[Stored data]
● ● ●
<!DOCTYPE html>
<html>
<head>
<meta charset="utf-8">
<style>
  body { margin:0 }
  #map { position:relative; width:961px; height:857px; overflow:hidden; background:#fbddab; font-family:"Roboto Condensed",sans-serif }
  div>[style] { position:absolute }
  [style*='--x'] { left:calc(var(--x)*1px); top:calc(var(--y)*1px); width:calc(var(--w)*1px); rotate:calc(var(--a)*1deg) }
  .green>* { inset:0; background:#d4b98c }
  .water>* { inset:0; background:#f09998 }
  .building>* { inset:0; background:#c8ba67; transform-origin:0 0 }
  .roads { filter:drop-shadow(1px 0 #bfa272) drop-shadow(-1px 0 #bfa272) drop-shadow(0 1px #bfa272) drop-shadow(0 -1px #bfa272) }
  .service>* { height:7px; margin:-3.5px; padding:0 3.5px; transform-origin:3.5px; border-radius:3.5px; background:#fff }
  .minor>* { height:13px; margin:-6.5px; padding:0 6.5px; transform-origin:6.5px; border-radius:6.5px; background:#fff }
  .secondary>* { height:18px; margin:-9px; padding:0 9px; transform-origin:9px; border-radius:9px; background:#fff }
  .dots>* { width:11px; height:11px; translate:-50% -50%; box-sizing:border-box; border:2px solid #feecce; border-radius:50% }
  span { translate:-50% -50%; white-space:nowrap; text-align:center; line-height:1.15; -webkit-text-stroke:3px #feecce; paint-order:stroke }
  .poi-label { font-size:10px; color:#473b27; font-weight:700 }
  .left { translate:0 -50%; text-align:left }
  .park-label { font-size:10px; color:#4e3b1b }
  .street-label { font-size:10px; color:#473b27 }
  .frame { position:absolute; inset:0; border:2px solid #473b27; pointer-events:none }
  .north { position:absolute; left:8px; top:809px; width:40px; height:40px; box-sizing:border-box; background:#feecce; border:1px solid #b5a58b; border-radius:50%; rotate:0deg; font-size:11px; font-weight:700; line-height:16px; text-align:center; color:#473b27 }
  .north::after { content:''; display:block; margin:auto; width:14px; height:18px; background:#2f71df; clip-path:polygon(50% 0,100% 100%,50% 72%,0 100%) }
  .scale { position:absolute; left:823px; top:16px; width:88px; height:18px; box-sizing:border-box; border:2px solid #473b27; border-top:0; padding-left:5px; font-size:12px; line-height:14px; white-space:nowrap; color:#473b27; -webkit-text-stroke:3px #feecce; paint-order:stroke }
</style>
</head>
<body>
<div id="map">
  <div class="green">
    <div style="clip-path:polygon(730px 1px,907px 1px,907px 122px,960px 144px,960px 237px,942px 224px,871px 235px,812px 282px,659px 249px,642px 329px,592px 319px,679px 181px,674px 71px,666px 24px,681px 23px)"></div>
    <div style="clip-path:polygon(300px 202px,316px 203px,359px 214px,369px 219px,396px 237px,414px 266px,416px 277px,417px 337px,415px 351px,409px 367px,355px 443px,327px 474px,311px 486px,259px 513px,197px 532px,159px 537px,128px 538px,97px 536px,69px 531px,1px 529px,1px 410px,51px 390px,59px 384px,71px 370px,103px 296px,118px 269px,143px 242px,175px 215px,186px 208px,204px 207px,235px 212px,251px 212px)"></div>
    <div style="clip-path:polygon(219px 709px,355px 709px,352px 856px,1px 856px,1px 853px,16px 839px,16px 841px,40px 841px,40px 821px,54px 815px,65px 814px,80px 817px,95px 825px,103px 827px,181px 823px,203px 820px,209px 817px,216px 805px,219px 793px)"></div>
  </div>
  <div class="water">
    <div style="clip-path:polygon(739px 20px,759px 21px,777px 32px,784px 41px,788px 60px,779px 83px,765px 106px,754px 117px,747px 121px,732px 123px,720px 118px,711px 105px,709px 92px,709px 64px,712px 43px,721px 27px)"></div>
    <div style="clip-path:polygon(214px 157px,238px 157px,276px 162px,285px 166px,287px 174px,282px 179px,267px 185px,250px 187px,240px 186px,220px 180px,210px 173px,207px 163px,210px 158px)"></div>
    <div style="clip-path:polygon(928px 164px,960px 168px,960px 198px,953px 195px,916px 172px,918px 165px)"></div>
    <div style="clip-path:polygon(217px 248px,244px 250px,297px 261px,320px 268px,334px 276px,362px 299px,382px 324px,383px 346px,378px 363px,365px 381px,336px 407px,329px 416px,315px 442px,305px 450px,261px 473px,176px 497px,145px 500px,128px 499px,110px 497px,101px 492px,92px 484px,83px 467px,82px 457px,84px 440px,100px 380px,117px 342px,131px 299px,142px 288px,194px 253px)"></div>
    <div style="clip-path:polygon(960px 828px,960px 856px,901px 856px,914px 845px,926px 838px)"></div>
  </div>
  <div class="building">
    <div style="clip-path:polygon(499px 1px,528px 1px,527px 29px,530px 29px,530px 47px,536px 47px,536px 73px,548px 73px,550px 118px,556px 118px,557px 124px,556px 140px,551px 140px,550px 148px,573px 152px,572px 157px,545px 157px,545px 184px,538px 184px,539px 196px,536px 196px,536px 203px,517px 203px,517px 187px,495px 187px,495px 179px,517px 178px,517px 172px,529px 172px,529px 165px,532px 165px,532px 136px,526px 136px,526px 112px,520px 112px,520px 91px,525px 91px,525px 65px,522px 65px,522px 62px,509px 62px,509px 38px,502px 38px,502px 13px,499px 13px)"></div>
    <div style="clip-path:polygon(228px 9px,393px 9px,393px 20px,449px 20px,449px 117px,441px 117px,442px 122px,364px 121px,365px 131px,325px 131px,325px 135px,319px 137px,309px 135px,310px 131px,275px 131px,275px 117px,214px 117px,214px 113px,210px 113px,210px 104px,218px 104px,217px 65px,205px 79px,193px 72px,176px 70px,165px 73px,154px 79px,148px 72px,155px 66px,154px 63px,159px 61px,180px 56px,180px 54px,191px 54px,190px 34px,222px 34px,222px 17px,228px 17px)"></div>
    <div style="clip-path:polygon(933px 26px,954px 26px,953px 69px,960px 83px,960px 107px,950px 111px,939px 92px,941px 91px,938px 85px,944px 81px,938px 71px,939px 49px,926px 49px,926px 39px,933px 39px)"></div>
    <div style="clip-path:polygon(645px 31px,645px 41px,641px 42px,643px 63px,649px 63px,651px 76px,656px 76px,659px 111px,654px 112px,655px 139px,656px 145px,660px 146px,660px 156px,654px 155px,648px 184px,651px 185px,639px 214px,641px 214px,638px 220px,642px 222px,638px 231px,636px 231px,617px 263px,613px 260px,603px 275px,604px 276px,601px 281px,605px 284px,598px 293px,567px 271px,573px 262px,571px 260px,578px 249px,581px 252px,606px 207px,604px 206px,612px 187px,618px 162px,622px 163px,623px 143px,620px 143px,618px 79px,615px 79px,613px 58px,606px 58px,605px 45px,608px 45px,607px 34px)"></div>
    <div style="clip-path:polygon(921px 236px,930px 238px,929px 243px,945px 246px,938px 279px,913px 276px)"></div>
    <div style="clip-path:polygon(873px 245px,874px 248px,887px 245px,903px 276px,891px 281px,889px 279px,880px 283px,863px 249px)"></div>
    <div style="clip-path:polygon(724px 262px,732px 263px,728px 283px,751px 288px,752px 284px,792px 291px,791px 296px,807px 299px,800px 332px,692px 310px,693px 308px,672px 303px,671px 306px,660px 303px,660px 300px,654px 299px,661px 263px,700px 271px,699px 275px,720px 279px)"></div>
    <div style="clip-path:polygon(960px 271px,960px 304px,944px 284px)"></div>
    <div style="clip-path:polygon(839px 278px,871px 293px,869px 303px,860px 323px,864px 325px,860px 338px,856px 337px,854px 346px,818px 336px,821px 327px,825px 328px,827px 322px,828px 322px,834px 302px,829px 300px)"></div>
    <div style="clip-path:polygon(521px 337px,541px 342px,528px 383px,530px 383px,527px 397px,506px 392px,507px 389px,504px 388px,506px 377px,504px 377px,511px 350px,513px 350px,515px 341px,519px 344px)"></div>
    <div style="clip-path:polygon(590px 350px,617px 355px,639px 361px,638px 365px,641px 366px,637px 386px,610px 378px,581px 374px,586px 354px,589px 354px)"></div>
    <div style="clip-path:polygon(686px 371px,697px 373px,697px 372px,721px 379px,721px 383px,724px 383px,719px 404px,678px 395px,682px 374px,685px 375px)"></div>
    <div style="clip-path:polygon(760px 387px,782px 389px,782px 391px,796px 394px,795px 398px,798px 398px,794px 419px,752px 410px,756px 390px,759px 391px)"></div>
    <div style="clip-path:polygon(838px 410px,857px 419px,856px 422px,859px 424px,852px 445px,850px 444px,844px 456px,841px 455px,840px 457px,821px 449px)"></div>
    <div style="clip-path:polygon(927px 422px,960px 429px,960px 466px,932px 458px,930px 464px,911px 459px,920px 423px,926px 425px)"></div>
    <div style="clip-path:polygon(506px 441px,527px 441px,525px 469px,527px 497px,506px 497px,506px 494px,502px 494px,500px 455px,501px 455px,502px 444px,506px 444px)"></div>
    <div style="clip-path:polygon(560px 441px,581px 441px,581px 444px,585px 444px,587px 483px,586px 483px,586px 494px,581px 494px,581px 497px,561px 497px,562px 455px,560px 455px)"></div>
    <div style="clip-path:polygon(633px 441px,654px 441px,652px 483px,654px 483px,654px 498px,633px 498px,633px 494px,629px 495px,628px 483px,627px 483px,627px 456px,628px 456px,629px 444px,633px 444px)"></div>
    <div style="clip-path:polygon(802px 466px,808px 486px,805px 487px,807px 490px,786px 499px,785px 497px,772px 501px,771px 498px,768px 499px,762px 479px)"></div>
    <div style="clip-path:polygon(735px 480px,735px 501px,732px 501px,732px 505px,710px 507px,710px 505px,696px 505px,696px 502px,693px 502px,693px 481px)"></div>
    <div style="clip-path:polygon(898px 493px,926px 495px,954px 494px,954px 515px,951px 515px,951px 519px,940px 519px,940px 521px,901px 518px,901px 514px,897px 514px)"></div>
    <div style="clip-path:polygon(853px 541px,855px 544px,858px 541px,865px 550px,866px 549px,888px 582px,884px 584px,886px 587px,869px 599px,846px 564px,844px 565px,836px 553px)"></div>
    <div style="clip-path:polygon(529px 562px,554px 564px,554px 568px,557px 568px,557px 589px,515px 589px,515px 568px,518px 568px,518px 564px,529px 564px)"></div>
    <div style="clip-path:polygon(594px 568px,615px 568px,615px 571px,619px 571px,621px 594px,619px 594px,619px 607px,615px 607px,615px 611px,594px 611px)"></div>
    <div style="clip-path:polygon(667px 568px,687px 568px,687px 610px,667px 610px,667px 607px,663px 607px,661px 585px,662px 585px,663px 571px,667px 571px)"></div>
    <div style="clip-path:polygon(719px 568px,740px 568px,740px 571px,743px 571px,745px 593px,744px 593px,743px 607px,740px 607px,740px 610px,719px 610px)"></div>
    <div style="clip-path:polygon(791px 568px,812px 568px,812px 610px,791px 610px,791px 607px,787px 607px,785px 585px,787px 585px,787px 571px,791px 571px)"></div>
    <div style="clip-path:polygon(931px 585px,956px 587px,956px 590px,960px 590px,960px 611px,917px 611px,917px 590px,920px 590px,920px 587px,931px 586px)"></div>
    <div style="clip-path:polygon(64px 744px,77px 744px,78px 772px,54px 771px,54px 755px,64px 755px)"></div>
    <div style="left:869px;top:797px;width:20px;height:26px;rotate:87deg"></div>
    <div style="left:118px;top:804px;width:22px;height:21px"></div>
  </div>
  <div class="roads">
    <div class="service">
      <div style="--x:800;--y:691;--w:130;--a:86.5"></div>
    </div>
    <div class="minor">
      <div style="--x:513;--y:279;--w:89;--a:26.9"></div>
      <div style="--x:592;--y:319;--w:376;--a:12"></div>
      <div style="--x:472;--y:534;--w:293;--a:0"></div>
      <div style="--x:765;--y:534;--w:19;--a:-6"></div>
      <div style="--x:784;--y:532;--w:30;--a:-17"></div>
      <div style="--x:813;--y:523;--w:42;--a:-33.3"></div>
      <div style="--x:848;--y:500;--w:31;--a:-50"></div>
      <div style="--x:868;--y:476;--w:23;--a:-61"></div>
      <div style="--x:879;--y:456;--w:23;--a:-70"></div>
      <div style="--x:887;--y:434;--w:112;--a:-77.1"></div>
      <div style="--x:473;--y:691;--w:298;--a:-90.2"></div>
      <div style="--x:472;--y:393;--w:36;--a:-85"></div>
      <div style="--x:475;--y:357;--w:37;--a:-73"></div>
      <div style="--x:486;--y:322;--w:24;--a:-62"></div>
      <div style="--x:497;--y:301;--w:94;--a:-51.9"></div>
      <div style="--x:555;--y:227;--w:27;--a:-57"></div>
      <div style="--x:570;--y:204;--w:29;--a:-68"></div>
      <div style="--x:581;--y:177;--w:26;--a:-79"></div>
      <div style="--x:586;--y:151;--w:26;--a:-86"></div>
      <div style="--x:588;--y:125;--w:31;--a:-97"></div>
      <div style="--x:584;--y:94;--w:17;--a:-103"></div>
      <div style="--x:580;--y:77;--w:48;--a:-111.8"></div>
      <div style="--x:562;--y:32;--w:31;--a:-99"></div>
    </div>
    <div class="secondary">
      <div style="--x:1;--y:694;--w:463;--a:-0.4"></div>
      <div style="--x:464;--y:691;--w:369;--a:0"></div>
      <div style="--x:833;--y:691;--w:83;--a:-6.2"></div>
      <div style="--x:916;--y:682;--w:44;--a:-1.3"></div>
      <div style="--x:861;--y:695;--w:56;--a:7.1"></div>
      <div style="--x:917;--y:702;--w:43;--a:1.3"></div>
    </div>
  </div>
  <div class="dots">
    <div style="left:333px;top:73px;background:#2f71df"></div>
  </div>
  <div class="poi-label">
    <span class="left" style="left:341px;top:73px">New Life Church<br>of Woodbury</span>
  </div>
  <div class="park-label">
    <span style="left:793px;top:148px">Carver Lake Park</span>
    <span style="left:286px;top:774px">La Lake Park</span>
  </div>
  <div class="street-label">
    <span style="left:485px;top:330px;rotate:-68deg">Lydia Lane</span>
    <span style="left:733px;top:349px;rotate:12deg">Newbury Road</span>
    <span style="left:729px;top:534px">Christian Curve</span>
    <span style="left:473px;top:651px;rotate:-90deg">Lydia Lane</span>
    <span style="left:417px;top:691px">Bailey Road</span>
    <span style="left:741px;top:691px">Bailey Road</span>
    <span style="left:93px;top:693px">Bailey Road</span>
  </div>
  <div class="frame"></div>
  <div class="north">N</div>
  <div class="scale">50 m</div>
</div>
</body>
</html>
● ● ●
■ WHAT YOU HAVE TO DO
When copying the data above, please keep exactly the lines from its first line through the line with "translate:-50% -50%; white-space:nowrap;", both ends included, and drop the rest.

■ ANSWER TO THE PROBLEM
<!DOCTYPE html>
<html>
<head>
<meta charset="utf-8">
<style>
  body { margin:0 }
  #map { position:relative; width:961px; height:857px; overflow:hidden; background:#fbddab; font-family:"Roboto Condensed",sans-serif }
  div>[style] { position:absolute }
  [style*='--x'] { left:calc(var(--x)*1px); top:calc(var(--y)*1px); width:calc(var(--w)*1px); rotate:calc(var(--a)*1deg) }
  .green>* { inset:0; background:#d4b98c }
  .water>* { inset:0; background:#f09998 }
  .building>* { inset:0; background:#c8ba67; transform-origin:0 0 }
  .roads { filter:drop-shadow(1px 0 #bfa272) drop-shadow(-1px 0 #bfa272) drop-shadow(0 1px #bfa272) drop-shadow(0 -1px #bfa272) }
  .service>* { height:7px; margin:-3.5px; padding:0 3.5px; transform-origin:3.5px; border-radius:3.5px; background:#fff }
  .minor>* { height:13px; margin:-6.5px; padding:0 6.5px; transform-origin:6.5px; border-radius:6.5px; background:#fff }
  .secondary>* { height:18px; margin:-9px; padding:0 9px; transform-origin:9px; border-radius:9px; background:#fff }
  .dots>* { width:11px; height:11px; translate:-50% -50%; box-sizing:border-box; border:2px solid #feecce; border-radius:50% }
  span { translate:-50% -50%; white-space:nowrap; text-align:center; line-height:1.15; -webkit-text-stroke:3px #feecce; paint-order:stroke }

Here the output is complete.